I think you are proposing a kind of "computational" semantics for `if/then/else`

where `if hp : p then x[hp] else y[hp]`

is implemented as "capture the current continuation and pass it to `y`

as a claimed proof of `not p`

; if `y`

ever tries to invoke this proof then reset to the branch point and instead pass `x`

the proof of `p`

you got from `y`

".

#### Reid Barton (May 01 2020 at 23:16):

As I understand it, this is somehow logically sound in that a valid proof using classical logic is transformed into a program which terminates (in some sense).

#### Brandon Brown (May 01 2020 at 23:17):

Yes yes. Now do you know why this doesn't seem to be implemented in any proof assistant? Looks like continuation passing idea dates back to at least the early 90s

#### Reid Barton (May 01 2020 at 23:17):

However, another property you would probably like for your language is that `if hp : p then x[hp] else y[hp]`

evaluates to `x[hp]`

if `p`

is true and `y[hp]`

if `p`

is false, and this property would be lost. For example if `y`

does not actually use `hp`

then the result will always be `y`

.

#### Reid Barton (May 01 2020 at 23:18):

So, the semantics is logically sound (you will get out some value) but not sound in the sense of producing the *correct* value.
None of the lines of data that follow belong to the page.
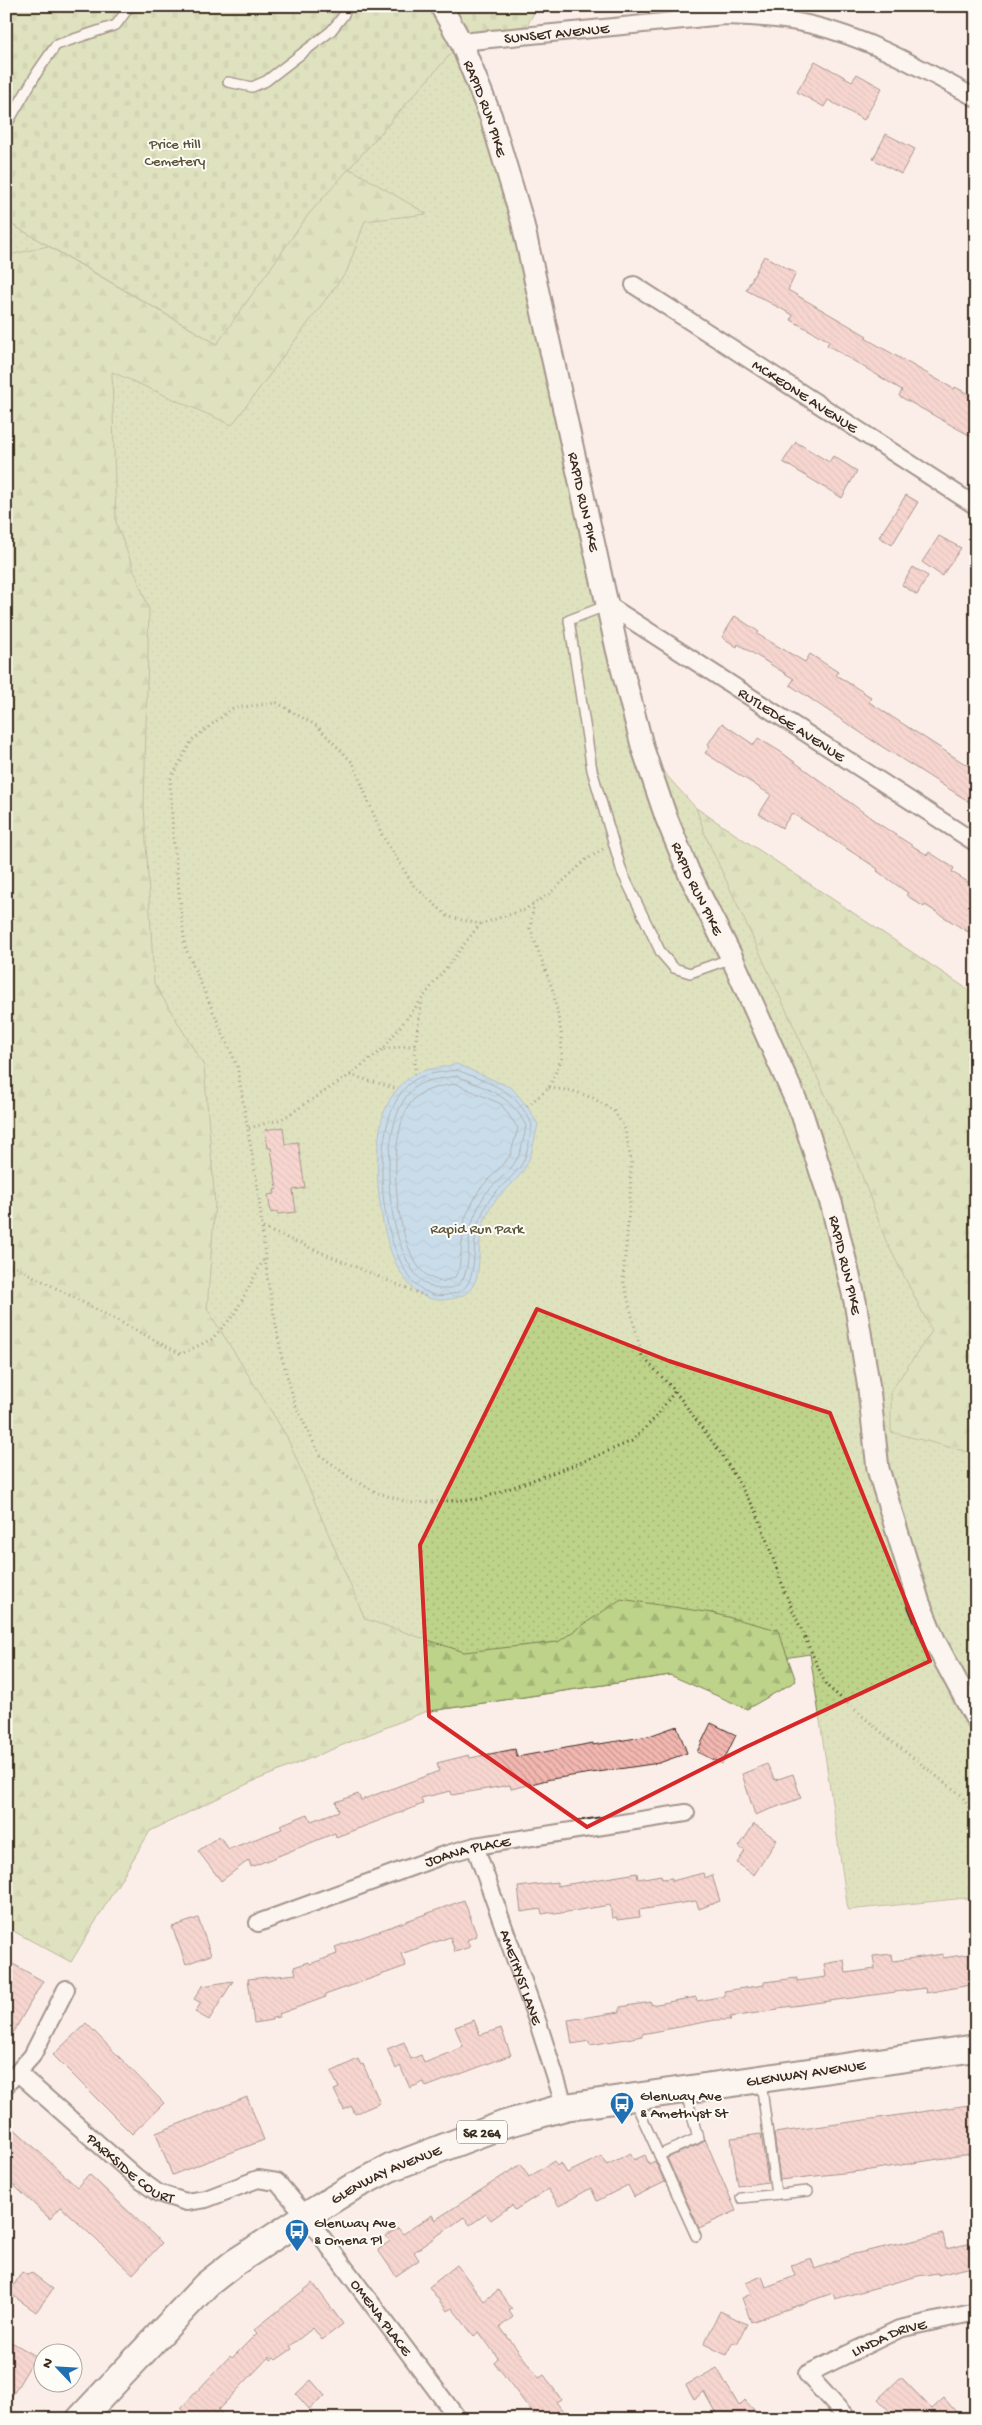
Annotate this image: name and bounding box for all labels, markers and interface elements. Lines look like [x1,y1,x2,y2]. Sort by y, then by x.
street label: SUNSET AVENUE [503,20,611,49]
street label: RAPID RUN PIKE [458,58,510,160]
park label: Price Hill Cemetery [145,136,206,171]
street label: MCKEONE AVENUE [748,357,861,439]
street label: RAPID RUN PIKE [563,451,602,554]
street label: RUTLEDGE AVENUE [734,684,848,767]
street label: RAPID RUN PIKE [666,840,726,939]
street label: RAPID RUN PIKE [824,1214,864,1317]
park label: Rapid Run Park [430,1221,525,1239]
street label: JOANA PLACE [423,1833,513,1872]
street label: AMETHYST LANE [494,1928,545,2028]
street label: GLENWAY AVENUE [745,2057,868,2092]
place label: Glenway Ave & Amethyst St [640,2088,729,2123]
bus stop icon: Glenway Ave & Amethyst St [609,2091,635,2125]
road number: SR 264 [457,2120,507,2144]
street label: PARKSIDE COURT [81,2130,177,2209]
street label: GLENWAY AVENUE [328,2142,445,2209]
place label: Glenway Ave & Omena Pl [314,2215,396,2250]
bus stop icon: Glenway Ave & Omena Pl [284,2218,310,2252]
street label: OMENA PLACE [346,2276,415,2361]
street label: LINDA DRIVE [849,2316,929,2362]
north arrow [32,2342,82,2392]
text: N [39,2356,58,2371]

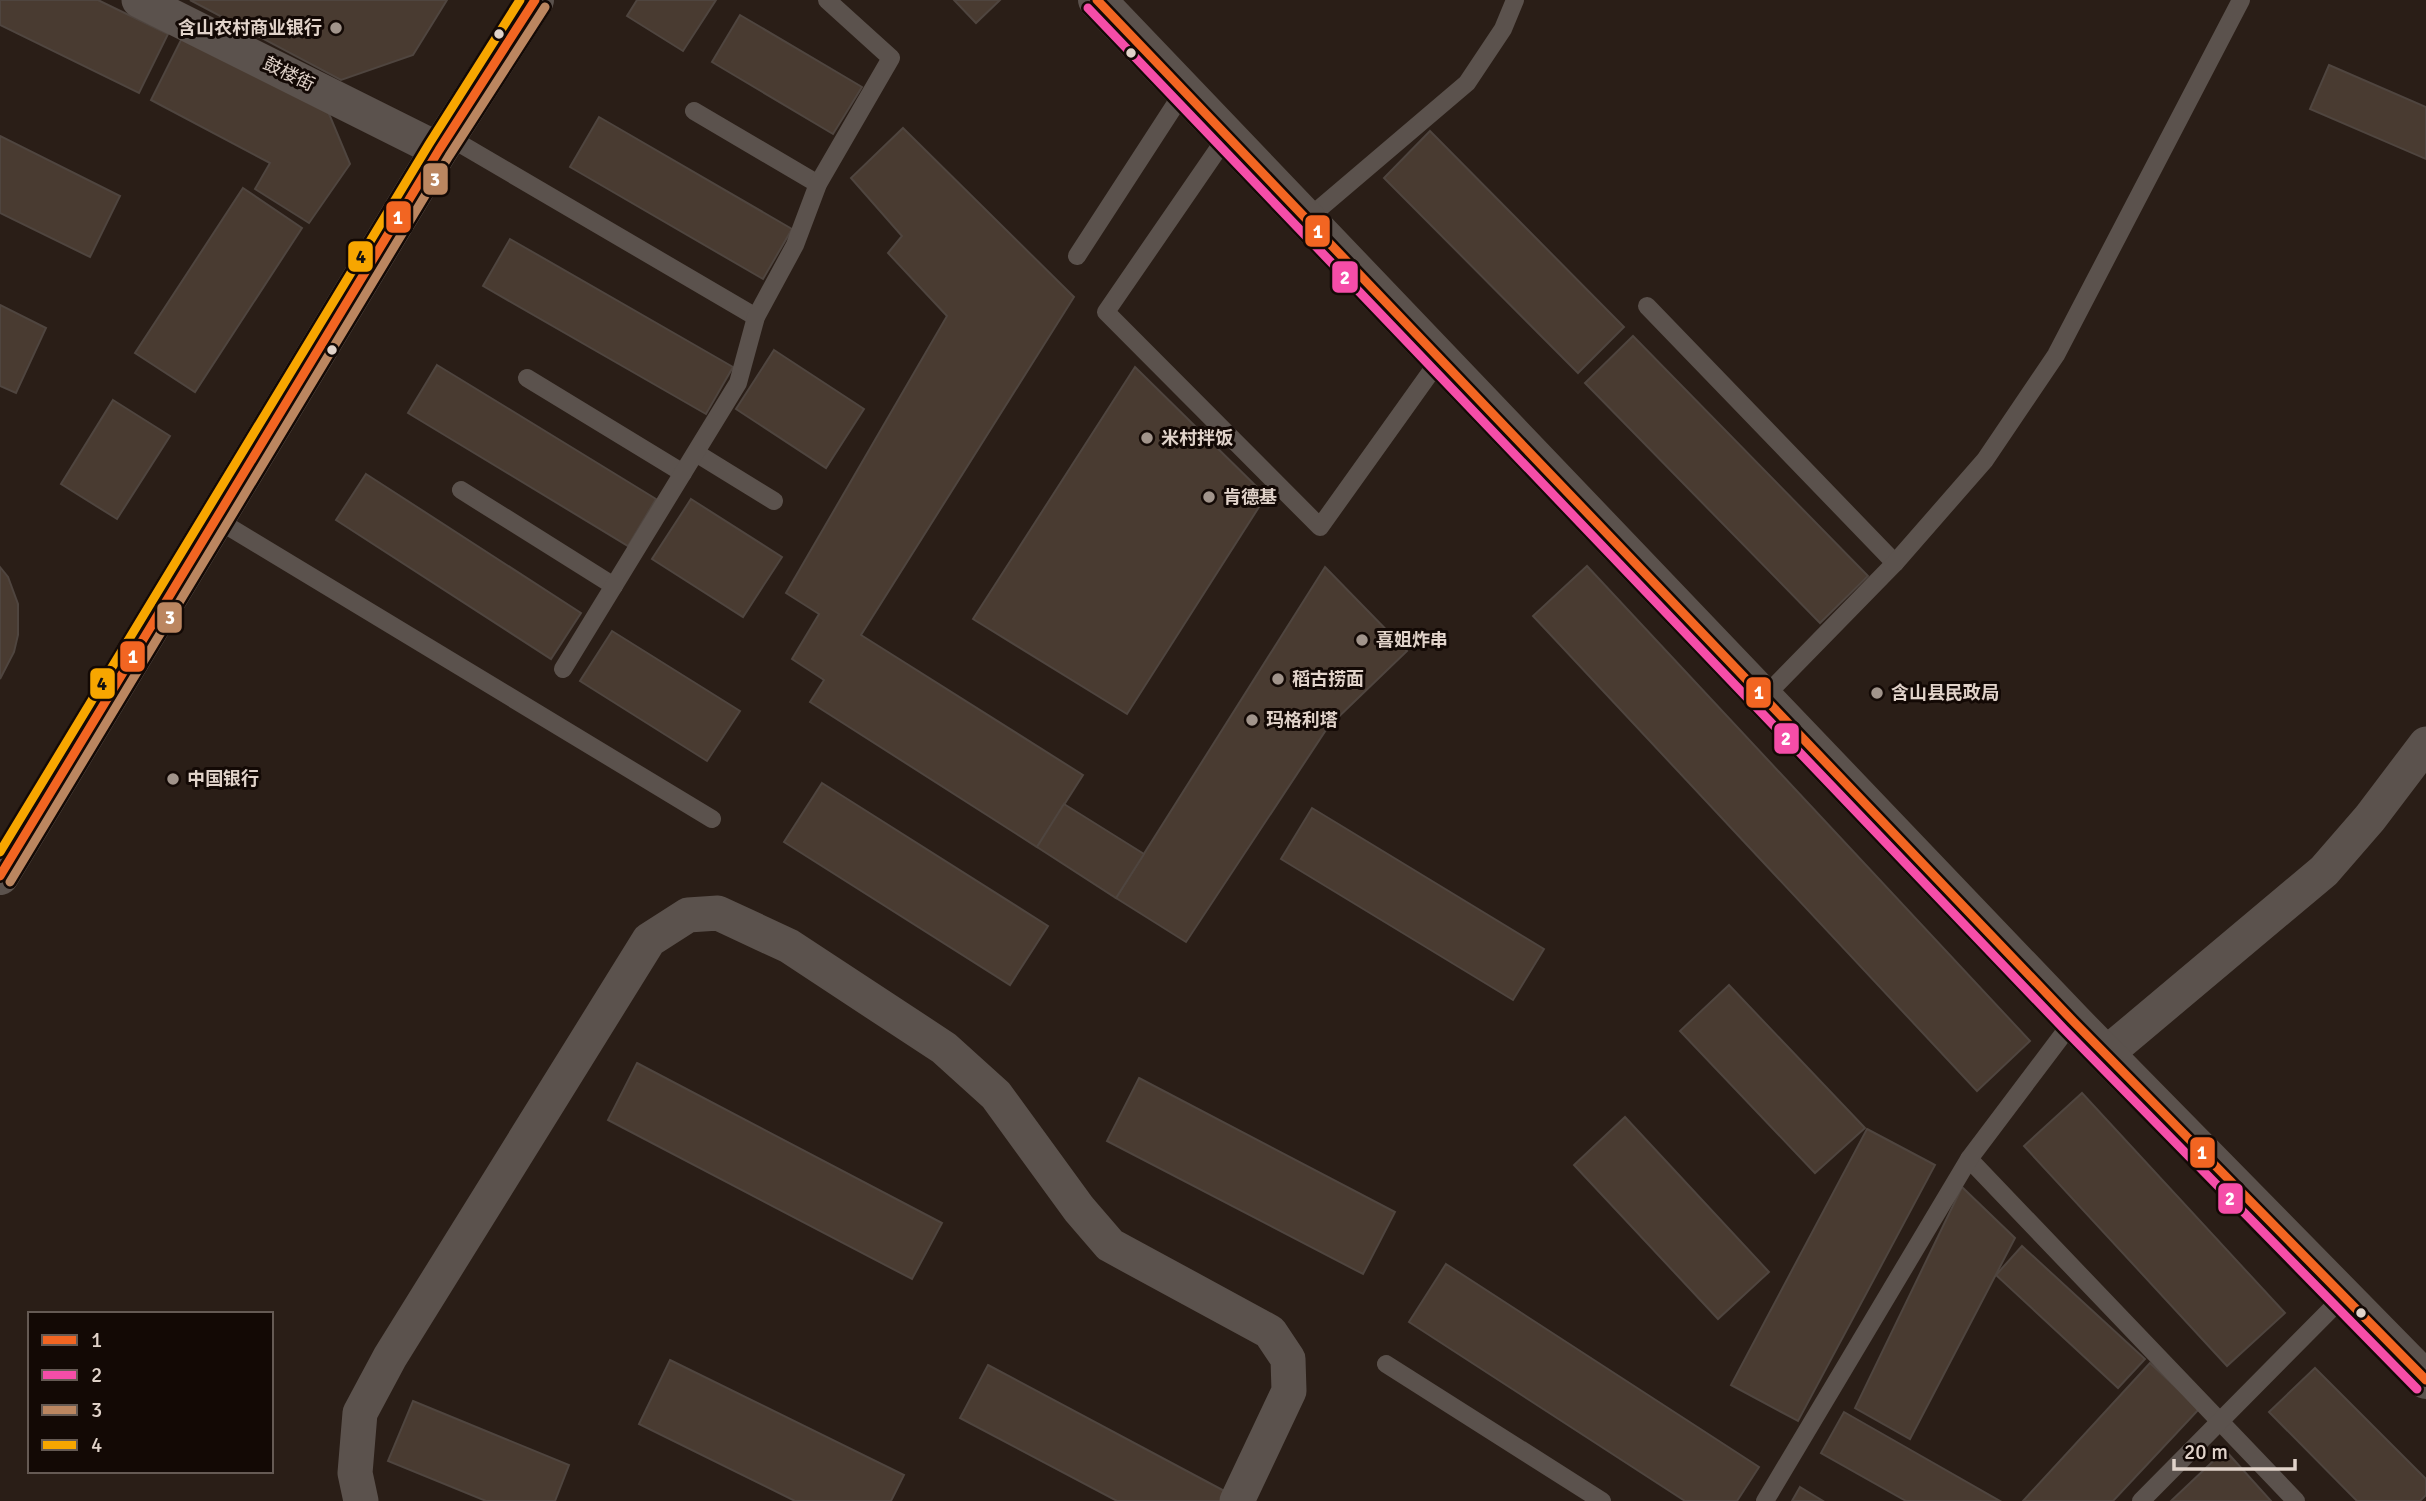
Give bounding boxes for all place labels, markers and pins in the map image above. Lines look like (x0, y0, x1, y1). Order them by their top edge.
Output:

#### Reid Barton (May 01 2020 at 23:18):

So, for programming it's rather useless.

#### Reid Barton (May 01 2020 at 23:20):

In particular using LEM you can define a function `value : Prop -> bool`

with `value true = tt`

and `value false = ff`

according to the logic, but if you actually run `value p`

you will always get the answer `ff`

(or maybe `tt`

, depending on how you defined it).

#### Brandon Brown (May 01 2020 at 23:25):

I'm not sure I follow but that's my fault not yours. I thought all we care about when proving something is to create a valid term of a type, doesn't matter what term it is

#### Brandon Brown (May 01 2020 at 23:26):

I agree that a function that always raises an exception and doesn't give you what you expect isn't a useful function, but exception handling as a construct is useful in that it allows you to do something else before the function returns. You might try calling the function again with a different value for example.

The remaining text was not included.